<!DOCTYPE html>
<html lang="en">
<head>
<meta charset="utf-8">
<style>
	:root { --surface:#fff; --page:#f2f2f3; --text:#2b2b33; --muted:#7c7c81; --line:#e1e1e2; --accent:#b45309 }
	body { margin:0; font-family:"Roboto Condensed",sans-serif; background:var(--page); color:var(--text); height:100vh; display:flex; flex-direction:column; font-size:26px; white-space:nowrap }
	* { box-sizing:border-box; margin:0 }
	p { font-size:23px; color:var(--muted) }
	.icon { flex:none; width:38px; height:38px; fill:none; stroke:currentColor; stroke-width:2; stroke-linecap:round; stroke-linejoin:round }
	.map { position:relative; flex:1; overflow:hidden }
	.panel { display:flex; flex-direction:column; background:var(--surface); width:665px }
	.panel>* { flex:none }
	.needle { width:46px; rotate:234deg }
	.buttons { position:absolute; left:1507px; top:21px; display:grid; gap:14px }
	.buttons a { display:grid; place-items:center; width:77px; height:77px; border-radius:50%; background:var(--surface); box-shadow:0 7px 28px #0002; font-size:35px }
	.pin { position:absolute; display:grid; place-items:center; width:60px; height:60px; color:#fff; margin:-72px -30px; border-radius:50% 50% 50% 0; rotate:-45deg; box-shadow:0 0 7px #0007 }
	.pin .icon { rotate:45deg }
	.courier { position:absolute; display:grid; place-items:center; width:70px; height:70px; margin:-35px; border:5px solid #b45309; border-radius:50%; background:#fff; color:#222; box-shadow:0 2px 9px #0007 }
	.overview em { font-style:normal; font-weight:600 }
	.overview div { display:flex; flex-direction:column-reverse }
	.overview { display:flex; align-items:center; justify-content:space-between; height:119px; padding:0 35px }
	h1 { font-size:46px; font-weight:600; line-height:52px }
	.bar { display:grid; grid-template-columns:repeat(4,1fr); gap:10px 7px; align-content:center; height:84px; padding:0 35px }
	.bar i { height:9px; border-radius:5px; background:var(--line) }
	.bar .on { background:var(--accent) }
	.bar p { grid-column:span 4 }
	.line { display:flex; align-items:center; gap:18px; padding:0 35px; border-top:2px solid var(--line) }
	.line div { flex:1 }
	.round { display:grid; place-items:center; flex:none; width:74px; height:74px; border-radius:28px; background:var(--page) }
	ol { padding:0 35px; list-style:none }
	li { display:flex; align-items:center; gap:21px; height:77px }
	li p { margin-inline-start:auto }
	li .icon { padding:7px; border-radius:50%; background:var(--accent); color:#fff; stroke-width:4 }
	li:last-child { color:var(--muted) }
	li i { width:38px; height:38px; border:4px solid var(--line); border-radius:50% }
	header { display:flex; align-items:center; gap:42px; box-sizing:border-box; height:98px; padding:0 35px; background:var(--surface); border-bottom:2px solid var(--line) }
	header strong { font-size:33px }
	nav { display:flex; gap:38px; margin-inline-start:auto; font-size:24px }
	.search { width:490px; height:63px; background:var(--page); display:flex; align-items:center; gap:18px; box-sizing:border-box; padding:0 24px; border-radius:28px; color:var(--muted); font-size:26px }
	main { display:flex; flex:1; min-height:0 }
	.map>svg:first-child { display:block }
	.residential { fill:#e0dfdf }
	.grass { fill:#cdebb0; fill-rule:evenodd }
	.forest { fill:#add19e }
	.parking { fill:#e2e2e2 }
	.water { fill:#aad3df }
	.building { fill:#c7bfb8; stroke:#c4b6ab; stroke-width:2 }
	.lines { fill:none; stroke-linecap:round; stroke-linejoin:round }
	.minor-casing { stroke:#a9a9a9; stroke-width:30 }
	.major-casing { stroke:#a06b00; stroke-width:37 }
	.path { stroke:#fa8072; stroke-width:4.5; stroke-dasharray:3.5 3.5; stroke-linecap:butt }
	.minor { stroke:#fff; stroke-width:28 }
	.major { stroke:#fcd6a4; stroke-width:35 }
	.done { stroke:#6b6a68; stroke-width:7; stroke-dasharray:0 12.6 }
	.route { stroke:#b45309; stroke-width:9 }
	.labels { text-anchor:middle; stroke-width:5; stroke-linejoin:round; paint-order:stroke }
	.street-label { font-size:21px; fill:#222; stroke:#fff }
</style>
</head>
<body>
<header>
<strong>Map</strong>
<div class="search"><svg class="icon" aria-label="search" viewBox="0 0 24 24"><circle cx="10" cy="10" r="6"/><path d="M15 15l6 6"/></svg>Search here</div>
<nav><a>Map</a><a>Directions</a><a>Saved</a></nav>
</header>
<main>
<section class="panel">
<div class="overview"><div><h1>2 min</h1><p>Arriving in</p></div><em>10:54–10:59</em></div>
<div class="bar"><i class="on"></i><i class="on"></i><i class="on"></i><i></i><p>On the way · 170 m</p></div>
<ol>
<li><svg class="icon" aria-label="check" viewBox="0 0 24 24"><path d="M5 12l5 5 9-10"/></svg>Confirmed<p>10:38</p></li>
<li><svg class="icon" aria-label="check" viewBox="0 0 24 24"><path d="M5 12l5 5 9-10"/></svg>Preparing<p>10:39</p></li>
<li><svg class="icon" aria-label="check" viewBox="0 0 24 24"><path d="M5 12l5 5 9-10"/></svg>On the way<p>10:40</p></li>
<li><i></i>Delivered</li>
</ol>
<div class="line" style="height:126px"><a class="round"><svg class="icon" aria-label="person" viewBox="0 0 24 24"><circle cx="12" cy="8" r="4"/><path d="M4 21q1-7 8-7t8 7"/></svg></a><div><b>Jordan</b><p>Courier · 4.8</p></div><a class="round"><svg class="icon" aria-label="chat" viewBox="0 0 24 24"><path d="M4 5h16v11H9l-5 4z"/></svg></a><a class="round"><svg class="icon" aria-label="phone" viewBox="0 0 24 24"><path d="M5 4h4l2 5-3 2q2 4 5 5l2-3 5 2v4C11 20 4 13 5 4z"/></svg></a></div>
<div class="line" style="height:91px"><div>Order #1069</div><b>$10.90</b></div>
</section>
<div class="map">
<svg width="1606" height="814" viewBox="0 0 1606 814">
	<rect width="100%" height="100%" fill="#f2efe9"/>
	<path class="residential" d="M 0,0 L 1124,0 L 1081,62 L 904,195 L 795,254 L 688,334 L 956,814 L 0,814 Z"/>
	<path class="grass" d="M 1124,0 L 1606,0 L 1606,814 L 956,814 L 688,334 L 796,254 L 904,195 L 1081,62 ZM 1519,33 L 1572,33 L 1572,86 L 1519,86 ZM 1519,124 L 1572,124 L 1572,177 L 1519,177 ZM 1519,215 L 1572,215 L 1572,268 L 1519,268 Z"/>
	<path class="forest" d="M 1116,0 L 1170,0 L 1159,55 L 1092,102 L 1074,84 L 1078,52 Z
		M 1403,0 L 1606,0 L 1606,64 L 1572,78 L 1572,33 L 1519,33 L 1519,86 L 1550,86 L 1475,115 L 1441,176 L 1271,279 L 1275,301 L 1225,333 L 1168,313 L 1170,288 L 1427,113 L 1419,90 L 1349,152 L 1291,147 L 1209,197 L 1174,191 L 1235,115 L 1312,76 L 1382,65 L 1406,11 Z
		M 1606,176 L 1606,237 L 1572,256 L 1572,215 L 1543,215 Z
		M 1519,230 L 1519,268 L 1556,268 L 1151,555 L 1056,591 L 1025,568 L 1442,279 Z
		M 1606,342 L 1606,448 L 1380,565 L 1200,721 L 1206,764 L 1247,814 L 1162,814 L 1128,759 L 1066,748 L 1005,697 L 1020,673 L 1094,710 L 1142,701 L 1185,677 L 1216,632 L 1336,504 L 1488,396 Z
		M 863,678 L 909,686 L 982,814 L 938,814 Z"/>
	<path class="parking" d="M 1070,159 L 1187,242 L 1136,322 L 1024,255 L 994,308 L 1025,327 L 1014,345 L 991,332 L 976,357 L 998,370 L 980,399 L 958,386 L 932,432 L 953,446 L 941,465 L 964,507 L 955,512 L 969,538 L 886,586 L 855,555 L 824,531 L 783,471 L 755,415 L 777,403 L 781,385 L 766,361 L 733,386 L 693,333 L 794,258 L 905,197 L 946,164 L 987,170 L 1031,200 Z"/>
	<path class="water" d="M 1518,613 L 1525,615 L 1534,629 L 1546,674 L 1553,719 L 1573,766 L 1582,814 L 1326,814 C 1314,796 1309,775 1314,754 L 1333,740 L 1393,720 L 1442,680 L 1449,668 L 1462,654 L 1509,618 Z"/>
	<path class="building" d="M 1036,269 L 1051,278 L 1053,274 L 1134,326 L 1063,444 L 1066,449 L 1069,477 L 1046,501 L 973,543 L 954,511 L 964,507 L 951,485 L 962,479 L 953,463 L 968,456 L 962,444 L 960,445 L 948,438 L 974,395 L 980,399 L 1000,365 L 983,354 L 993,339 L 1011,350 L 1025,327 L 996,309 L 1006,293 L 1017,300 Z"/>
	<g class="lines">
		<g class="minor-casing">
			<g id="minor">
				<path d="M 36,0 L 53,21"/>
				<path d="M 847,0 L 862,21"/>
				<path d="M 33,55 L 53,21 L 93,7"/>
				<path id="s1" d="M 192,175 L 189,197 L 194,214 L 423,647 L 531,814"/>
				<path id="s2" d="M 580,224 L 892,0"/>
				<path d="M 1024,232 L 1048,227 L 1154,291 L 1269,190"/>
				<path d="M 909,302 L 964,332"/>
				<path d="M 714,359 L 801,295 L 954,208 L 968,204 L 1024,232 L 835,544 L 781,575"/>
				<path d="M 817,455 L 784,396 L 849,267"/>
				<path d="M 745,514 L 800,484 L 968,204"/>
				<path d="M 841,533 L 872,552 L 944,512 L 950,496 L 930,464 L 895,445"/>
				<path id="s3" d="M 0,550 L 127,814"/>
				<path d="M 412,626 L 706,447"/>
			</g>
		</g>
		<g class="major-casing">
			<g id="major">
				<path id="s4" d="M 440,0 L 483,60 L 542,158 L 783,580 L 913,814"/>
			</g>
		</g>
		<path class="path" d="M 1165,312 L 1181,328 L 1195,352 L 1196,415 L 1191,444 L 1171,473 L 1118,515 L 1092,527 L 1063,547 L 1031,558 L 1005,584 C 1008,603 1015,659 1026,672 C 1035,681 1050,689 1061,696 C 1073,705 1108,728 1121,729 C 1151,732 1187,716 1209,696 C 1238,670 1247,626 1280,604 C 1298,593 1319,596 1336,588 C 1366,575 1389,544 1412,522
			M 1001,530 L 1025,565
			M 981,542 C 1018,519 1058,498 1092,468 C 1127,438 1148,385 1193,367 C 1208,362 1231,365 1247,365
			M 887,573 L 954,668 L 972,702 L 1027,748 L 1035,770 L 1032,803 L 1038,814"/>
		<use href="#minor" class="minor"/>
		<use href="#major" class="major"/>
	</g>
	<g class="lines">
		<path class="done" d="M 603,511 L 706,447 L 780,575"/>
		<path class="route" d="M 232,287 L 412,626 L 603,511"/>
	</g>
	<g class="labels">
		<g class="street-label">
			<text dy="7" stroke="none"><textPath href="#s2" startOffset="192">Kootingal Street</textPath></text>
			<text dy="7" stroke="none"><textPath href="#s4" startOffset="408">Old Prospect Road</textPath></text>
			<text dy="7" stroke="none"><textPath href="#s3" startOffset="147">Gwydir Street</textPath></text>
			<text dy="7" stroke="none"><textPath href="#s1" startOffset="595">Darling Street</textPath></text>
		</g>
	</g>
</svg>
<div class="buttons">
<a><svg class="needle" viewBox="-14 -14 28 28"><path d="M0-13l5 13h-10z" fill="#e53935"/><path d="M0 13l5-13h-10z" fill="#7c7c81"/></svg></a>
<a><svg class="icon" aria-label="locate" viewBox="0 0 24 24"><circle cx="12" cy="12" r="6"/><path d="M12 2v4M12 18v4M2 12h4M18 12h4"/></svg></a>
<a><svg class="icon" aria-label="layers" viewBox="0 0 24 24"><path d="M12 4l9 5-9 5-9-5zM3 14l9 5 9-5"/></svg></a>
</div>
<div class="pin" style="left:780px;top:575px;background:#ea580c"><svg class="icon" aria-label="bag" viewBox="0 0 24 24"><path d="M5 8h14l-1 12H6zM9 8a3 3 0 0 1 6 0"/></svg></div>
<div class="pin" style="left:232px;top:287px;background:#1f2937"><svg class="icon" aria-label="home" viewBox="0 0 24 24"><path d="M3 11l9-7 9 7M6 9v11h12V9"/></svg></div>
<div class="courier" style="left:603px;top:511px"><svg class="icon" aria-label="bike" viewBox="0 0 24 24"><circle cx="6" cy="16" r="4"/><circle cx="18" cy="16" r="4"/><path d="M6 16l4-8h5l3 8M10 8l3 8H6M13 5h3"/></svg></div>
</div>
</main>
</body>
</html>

::::

__Problem requirements__. Pick out, from the lines above, every one that contains the string "left".

__Answer box__.
	.buttons { position:absolute; left:1507px; top:21px; display:grid; gap:14px }
<div class="pin" style="left:780px;top:575px;background:#ea580c"><svg class="icon" aria-label="bag" viewBox="0 0 24 24"><path d="M5 8h14l-1 12H6zM9 8a3 3 0 0 1 6 0"/></svg></div>
<div class="pin" style="left:232px;top:287px;background:#1f2937"><svg class="icon" aria-label="home" viewBox="0 0 24 24"><path d="M3 11l9-7 9 7M6 9v11h12V9"/></svg></div>
<div class="courier" style="left:603px;top:511px"><svg class="icon" aria-label="bike" viewBox="0 0 24 24"><circle cx="6" cy="16" r="4"/><circle cx="18" cy="16" r="4"/><path d="M6 16l4-8h5l3 8M10 8l3 8H6M13 5h3"/></svg></div>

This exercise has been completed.